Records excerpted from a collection
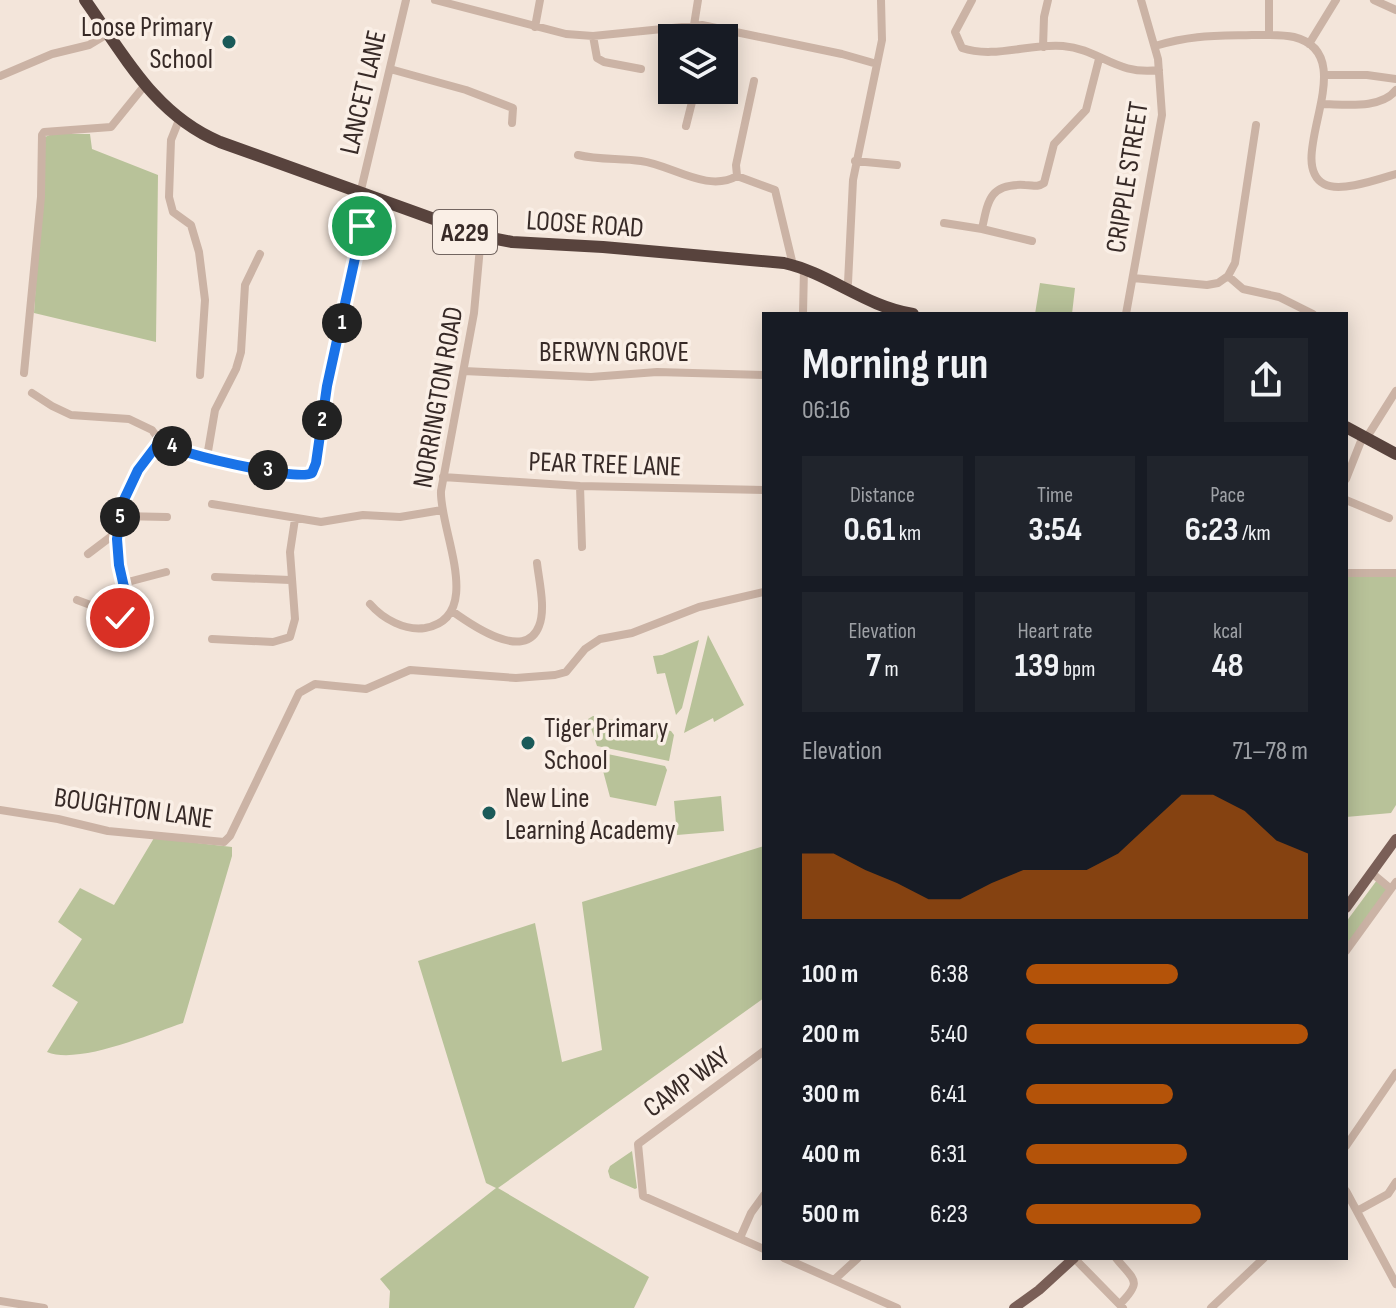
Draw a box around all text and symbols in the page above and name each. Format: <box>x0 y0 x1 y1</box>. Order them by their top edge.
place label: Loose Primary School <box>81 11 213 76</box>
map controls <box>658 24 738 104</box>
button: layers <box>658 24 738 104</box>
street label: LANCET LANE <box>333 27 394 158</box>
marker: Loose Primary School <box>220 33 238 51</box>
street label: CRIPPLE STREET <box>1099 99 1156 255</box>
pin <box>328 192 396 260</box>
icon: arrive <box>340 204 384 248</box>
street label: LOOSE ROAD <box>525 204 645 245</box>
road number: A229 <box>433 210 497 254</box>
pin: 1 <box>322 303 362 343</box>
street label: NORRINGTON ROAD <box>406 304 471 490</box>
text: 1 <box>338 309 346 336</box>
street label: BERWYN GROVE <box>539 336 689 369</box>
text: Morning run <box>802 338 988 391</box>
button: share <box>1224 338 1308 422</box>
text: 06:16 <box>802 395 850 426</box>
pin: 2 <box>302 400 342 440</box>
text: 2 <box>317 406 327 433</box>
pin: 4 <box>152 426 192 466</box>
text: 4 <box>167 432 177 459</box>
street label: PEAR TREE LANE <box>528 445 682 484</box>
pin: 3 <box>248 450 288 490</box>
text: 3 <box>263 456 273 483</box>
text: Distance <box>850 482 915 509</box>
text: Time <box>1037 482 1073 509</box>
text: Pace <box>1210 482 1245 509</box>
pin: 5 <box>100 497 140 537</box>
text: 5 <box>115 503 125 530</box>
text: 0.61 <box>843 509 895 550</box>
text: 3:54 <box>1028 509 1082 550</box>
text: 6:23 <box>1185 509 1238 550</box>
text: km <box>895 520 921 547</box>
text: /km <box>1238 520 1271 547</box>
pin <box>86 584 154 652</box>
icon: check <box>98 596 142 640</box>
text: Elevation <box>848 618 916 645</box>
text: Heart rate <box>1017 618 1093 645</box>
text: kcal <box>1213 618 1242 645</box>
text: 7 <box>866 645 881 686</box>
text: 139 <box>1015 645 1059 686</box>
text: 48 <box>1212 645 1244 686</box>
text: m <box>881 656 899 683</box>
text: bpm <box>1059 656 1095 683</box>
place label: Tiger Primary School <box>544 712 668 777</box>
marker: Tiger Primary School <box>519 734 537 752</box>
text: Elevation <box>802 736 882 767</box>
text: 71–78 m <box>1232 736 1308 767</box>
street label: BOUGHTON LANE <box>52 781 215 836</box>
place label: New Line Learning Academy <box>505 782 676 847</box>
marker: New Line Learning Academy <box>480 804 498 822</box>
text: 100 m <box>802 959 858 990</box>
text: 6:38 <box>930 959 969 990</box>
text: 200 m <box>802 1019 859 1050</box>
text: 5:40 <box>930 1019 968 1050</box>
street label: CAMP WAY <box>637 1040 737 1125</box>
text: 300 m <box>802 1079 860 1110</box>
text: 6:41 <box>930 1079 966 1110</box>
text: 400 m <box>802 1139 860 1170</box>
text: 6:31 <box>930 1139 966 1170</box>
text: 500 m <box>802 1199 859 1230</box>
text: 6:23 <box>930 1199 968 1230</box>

Exercise objective: Compute how many lines of the records above hold the string "Learning". Give the number with no other output.

Task output: 2